| What the task asks |
Omitting the pictures, output all of the records precisely as written.
Top of Data for this exercise
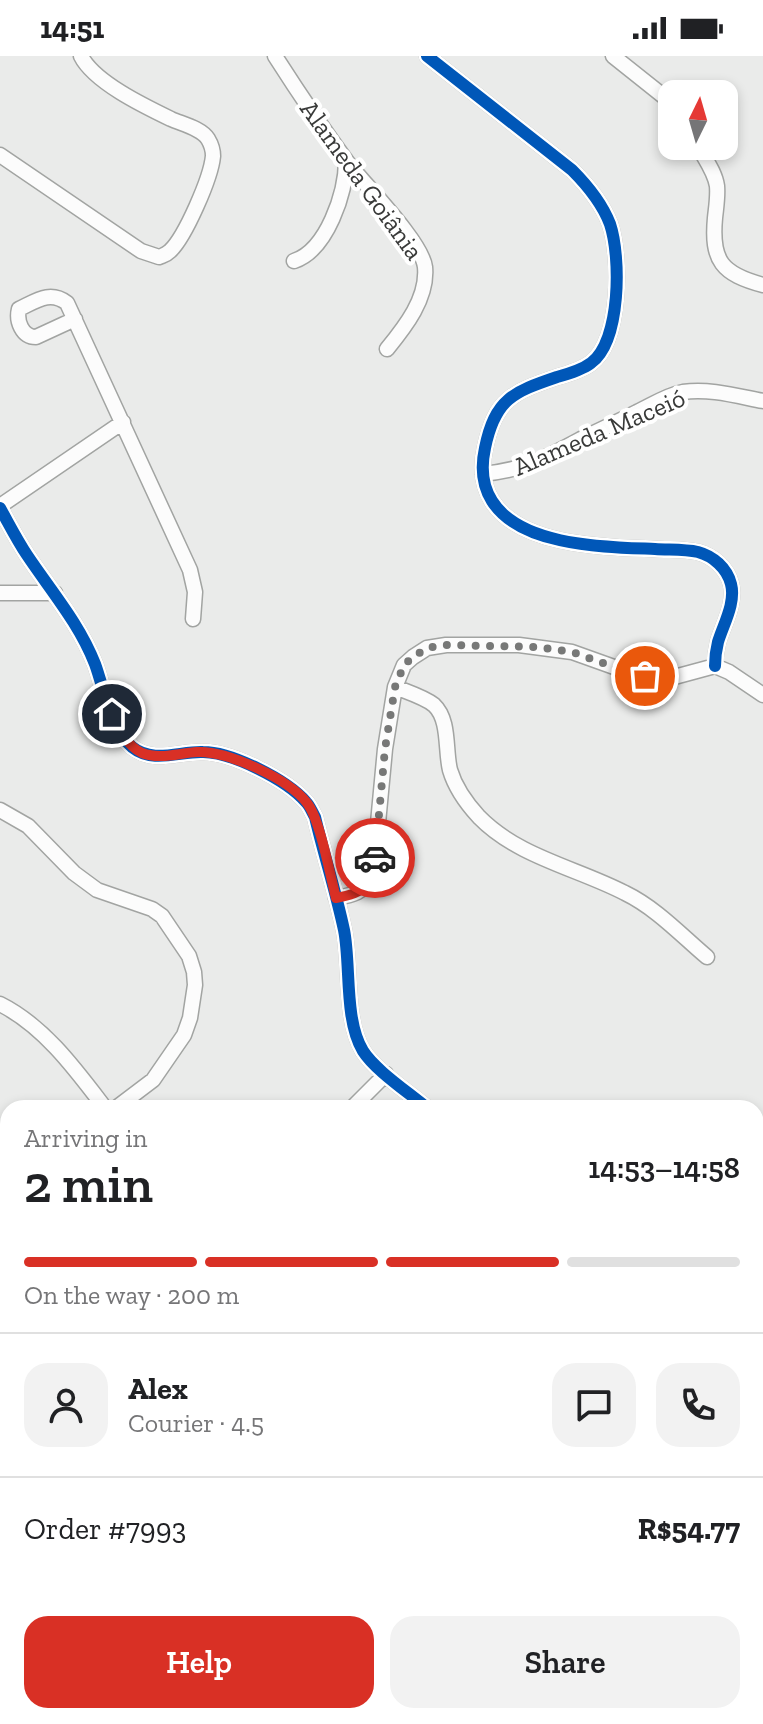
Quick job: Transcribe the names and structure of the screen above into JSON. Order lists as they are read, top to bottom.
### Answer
{
  "streets": {
    "street": ["Alameda Goiânia", "Alameda Maceió"]
  },
  "north": "top",
  "page": {
    "status": "14:51",
    "heading": ["2 min", "Arriving in", "14:53–14:58"],
    "panel": [
      "Alex",
      "Courier · 4.5",
      "Order #7993",
      "R$54.77"
    ],
    "bar": "On the way · 200 m",
    "buttons": ["Help", "Share"]
  }
}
Bottom of Data for this exercise
| Result |
Quick job: Transcribe the names and structure of the screen above into JSON. Order lists as they are read, top to bottom.
### Answer
{
  "streets": {
    "street": ["Alameda Goiânia", "Alameda Maceió"]
  },
  "north": "top",
  "page": {
    "status": "14:51",
    "heading": ["2 min", "Arriving in", "14:53–14:58"],
    "panel": [
      "Alex",
      "Courier · 4.5",
      "Order #7993",
      "R$54.77"
    ],
    "bar": "On the way · 200 m",
    "buttons": ["Help", "Share"]
  }
}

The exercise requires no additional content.